This blog post was authored by Izzy Friedland, a member of the Tivnu 5 cohort from Maryland. When he’s not leading D&D sessions for other Tivnoodles, Izzy enjoys gaming, intellectual banter and hanging out with fellow Tivnuniks. He interns at Portland Jobs with Justice, Central City Concern’s The Living Room, and Tivnu construction.
I don’t know any good sayings about fundraising. I’m sure they exist, somewhere, but the truth of fundraising is notoriously unglamourous— Maybe there’s somebody out there who loves it like I don’t, but they aren’t offering to do it for me.Over the past few months, I’ve come, albeit slightly begrudgingly, to appreciate fundraising.
I always knew I’d have to help Tivnu, as an organization, raise funds. That promise was made clear from the beginning of the program, and it was comfortably fuzzy and abstract enough to merit my ignoring it. Sure, I thought. I can help raise some cash. Dial some numbers, talk to strangers on the phone. Whatever.
Then six months later, in the living room of our house in Portland, I abruptly realized that fundraising is a dramatically unappealing activity to me. At the time, I thought it ranked up there with will readings and jury duty, or maybe dentist appointments that don’t involve laughing gas.
In case any concerned parents are reading, that lack of appeal has nothing to do with Tivnu and everything to do with my own hang-ups about fundraising as activism. I know I’m not the only one to struggle with that instinctual disdain, because as a community we discussed our feelings going into the fundraising phase of our final semester. I was neither the most or least enthusiastic as we went in a circle, saying the first words to come to mind when we thought about fundraising. I went for a pretty tame “nervous.” Somebody else said “sleazy.” Some said “Empowering” or “Helpful”. Caryn, our RA who was running the program, took it all in stride. I got the feeling we weren’t the first generation of Tivnuniks to have different views on and struggle with feeling insecure when talking about fiscal matters.
Later, while I was preparing a list of names and contacts I could reach out on behalf of Tivnu, I talked to Caryn about my discomfort. Caryn’s our awesome Madrichol ( R.A.) by day and I assume some kind of nonviolent superhero by night, because people as nice as her aren’t supposed to exist outside of comic books. I didn’t know why I felt so awkward around fundraising, I told her. Maybe it was an anti-capitalism thing? Or it was some deeply ingrained moral disgust associated with any solicitation of money at all, which felt just as awkward given how many of my privileges stem from wealth I haven’t earned.

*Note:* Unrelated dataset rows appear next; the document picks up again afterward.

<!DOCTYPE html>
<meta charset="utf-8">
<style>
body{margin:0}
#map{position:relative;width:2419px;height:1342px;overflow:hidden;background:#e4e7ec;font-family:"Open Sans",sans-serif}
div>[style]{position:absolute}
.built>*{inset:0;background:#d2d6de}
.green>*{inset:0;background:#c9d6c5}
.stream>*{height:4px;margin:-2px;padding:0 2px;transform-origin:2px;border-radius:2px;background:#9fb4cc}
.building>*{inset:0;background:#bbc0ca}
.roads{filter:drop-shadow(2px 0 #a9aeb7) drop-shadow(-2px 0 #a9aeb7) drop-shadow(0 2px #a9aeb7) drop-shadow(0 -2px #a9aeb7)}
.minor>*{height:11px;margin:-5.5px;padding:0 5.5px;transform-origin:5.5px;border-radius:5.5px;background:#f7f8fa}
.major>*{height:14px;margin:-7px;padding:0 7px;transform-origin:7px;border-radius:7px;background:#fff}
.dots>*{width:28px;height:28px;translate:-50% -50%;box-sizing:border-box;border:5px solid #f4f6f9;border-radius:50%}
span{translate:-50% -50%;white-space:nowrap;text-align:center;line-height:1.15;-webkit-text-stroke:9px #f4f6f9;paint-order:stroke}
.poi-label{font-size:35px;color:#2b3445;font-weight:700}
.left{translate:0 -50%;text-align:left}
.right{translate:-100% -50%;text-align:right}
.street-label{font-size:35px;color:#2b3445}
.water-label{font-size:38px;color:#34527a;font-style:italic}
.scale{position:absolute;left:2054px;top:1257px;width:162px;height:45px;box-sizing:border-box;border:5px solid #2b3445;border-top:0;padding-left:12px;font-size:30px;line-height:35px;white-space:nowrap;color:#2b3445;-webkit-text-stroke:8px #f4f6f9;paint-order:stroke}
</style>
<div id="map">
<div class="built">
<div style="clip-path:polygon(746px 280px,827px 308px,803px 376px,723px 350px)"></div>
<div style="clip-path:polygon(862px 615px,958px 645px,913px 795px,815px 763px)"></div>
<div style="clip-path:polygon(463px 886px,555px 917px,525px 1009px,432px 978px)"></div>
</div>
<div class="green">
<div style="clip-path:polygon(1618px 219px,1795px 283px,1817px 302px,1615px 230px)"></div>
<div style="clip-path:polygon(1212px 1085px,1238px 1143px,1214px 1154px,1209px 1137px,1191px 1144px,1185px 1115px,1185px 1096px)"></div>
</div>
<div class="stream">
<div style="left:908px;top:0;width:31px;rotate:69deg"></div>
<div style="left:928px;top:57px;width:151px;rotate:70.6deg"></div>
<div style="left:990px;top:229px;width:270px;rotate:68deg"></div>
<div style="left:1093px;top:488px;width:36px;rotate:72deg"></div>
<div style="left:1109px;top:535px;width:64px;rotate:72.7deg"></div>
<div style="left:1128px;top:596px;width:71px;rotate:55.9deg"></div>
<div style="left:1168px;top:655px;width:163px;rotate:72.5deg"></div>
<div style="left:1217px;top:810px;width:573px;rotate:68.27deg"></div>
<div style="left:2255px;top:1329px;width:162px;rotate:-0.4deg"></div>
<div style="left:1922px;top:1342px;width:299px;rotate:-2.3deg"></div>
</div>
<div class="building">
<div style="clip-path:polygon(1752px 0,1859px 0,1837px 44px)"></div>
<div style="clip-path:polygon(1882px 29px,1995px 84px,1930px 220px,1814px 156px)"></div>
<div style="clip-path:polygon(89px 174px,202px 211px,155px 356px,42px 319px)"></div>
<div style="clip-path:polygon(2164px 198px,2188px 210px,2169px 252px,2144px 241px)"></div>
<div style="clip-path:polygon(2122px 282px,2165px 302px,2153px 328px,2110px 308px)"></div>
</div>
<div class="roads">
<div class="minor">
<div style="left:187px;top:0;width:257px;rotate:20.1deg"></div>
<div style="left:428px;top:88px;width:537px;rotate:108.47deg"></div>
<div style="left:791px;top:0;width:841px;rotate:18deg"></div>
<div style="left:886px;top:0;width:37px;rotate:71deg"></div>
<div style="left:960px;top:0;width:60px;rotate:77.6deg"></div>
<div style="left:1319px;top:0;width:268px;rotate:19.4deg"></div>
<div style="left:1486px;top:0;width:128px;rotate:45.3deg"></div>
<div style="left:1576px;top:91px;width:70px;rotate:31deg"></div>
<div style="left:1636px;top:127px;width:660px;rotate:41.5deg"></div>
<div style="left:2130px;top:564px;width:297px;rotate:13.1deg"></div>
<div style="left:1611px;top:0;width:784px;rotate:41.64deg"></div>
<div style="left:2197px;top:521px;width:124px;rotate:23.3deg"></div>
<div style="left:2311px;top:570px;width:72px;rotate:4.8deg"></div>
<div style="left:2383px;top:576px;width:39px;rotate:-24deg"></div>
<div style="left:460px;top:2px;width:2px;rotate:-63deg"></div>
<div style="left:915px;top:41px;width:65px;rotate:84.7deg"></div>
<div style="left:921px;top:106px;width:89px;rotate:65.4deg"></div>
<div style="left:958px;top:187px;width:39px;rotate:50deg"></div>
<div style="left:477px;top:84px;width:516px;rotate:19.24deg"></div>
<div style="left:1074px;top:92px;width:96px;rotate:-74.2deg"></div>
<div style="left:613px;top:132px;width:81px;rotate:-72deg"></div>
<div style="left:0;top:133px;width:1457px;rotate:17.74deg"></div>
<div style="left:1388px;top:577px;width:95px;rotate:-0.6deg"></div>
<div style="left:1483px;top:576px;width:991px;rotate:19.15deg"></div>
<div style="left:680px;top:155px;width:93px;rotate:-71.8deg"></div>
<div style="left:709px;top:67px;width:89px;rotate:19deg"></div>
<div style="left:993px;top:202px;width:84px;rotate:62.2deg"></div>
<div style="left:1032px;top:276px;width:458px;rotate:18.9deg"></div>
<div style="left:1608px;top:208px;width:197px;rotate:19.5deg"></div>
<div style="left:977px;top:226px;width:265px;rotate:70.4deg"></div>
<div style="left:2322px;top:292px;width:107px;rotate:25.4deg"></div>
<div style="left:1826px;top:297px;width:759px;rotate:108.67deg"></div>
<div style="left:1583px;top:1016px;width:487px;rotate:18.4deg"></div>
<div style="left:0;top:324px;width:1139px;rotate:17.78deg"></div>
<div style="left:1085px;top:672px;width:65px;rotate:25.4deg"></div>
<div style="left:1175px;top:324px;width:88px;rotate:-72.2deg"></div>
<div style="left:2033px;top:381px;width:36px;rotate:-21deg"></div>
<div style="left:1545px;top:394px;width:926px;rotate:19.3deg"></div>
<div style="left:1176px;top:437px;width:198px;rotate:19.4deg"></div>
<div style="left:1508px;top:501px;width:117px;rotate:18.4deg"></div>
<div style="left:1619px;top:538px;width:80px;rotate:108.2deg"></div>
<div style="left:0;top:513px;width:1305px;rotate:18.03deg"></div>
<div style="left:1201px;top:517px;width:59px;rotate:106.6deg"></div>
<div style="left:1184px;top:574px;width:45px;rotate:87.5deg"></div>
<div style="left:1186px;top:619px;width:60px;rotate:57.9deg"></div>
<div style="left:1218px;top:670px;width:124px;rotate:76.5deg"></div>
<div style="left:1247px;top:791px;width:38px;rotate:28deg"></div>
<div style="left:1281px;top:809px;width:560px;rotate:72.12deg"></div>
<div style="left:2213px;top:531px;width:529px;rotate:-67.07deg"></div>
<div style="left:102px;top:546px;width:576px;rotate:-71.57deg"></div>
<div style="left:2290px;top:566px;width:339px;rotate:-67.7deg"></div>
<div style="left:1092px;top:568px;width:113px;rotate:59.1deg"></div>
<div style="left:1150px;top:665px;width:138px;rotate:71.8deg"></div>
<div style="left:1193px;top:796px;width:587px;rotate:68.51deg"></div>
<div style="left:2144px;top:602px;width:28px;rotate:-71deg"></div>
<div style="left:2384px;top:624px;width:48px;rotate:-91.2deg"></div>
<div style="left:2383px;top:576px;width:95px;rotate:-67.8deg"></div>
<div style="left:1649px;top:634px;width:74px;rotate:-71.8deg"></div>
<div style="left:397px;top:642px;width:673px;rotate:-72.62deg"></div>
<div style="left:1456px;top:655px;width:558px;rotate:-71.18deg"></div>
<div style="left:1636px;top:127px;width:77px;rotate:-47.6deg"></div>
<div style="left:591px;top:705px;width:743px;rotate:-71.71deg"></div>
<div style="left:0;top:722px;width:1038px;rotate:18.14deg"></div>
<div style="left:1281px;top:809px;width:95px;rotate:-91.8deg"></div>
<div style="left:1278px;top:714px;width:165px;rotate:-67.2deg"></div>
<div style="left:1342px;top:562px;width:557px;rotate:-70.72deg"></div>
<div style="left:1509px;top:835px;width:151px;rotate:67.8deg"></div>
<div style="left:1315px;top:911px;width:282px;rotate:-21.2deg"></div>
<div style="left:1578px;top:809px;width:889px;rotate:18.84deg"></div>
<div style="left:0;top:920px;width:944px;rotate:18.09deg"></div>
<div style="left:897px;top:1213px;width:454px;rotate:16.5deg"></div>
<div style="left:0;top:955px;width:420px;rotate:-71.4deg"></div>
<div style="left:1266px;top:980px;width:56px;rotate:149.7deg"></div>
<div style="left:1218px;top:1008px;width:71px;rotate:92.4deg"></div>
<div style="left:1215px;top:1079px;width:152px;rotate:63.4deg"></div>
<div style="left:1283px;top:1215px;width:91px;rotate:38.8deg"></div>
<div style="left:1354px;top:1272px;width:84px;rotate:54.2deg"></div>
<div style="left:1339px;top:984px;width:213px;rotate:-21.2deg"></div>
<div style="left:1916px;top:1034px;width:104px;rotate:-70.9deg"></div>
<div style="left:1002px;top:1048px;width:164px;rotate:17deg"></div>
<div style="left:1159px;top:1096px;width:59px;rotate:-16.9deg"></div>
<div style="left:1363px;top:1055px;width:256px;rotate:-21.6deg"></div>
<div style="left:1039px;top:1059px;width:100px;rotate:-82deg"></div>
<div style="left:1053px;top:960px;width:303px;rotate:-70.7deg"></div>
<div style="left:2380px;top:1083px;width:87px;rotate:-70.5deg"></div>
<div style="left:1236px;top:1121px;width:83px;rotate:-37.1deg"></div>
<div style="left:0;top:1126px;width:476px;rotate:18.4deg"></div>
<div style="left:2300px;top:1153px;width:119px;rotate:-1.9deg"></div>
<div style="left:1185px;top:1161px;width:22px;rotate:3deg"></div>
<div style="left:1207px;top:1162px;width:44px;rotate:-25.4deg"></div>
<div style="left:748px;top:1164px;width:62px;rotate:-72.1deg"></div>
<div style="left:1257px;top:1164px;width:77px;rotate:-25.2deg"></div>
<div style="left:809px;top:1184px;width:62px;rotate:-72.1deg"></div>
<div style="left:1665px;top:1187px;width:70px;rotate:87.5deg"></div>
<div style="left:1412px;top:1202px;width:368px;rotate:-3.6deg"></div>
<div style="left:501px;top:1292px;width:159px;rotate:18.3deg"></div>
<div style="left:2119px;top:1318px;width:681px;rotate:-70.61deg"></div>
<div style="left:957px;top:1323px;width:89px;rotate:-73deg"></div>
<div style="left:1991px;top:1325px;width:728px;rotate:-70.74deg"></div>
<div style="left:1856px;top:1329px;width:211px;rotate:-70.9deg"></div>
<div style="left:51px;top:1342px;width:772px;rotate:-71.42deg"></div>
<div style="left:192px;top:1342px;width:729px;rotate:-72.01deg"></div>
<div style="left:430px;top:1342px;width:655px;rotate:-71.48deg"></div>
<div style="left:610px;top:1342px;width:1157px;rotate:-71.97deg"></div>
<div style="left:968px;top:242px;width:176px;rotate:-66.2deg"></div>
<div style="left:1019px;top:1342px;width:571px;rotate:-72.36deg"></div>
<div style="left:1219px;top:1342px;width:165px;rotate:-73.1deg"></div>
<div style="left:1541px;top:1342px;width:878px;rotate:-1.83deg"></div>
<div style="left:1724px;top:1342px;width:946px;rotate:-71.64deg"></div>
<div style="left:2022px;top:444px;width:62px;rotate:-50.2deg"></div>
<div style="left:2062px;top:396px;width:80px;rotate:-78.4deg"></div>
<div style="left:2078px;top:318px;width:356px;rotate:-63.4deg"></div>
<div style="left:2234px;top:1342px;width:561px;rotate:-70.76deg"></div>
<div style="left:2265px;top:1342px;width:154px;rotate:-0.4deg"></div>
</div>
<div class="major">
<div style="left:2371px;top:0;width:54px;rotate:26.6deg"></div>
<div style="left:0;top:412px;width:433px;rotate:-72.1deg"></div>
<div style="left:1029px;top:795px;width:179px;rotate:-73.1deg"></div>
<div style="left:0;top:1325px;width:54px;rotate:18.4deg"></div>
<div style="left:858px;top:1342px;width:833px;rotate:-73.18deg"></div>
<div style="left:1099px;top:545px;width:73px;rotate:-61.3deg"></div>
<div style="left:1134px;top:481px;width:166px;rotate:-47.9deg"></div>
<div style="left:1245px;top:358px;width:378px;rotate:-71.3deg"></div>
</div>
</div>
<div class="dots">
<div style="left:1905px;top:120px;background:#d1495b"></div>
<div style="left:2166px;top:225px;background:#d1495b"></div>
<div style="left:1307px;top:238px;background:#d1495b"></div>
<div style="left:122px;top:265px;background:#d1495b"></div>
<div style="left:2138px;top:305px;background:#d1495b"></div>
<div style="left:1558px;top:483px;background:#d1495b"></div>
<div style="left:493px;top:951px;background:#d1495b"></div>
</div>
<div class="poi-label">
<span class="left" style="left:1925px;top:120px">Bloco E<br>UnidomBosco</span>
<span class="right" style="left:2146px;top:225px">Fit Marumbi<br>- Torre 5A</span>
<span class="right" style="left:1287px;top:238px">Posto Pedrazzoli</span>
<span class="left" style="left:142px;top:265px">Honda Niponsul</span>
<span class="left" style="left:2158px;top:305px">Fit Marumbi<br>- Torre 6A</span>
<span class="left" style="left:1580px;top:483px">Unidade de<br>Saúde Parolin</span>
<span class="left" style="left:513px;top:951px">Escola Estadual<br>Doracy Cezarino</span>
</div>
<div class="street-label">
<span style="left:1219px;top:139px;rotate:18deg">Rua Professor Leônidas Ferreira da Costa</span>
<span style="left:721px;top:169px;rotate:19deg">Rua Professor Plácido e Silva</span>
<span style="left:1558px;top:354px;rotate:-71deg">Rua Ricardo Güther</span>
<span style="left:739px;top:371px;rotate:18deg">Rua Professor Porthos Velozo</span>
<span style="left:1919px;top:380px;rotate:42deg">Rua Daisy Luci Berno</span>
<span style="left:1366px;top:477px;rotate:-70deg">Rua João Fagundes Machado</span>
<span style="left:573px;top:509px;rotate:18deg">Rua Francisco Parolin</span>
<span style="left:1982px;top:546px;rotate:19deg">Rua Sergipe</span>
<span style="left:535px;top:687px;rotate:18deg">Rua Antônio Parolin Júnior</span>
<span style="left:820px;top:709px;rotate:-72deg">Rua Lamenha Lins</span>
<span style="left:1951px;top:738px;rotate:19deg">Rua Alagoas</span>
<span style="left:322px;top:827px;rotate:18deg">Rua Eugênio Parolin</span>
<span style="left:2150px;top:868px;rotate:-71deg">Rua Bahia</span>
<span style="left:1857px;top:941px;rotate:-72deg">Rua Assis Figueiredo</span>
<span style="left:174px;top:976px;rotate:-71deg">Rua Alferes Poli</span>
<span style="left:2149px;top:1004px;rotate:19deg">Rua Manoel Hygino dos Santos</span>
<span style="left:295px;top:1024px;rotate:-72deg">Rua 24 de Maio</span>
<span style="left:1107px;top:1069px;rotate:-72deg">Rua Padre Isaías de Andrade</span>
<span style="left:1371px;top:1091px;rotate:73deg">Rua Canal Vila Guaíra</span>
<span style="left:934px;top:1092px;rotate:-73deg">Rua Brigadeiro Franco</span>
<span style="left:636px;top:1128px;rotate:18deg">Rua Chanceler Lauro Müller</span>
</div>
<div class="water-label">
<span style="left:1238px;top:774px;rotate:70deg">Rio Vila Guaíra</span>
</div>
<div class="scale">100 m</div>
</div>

There’s a flaw in my thinking there, and it’s one I needed pointed out to me by Caryn before I could overcome it. My discomfort with the idea of soliciting money is ingrained, but not by the democratic values I’ve adopted as I mature. It’s the opposite, a deeply held conceit that the giving of money is an intimate act like a hug or a kiss, somehow obscene to request of strangers and friends alike. Our society bleeds green, and as many platitudes that we’re taught growing up about money not being everything, we’re still trained to flinch when our money is bought up, as if it’s something deeply private, as if to ask for something in exchange for nothing is to cross a moral line. In many ways, in this country, it is.
But that’s not a fair criterion. When I think of fundraising, now, I try not to think of it as asking for money. I think of it as something I get to do. It’s one of the ways I can leverage my privilege to contribute to building the more just world I want to see.
I get to support a program that’s given me more than I could ever ask for, to give back to a family of people I’ve come to love and genuinely believe in. By raising money for Tivnu, I’m helping to pay for scholarships for people who deserve to be here and will use this year to learn about changing and impacting our broken systems of society. With the help of funds we raise, young people like me will get to participate in this learning not because they can afford to come but because they want to be their best selves.
If you’re reading this, there’s a chance I might call you. Somebody will, anyway. We might be uncomfortable, but trust me: we believe in what we’re asking for. We hope you do, too.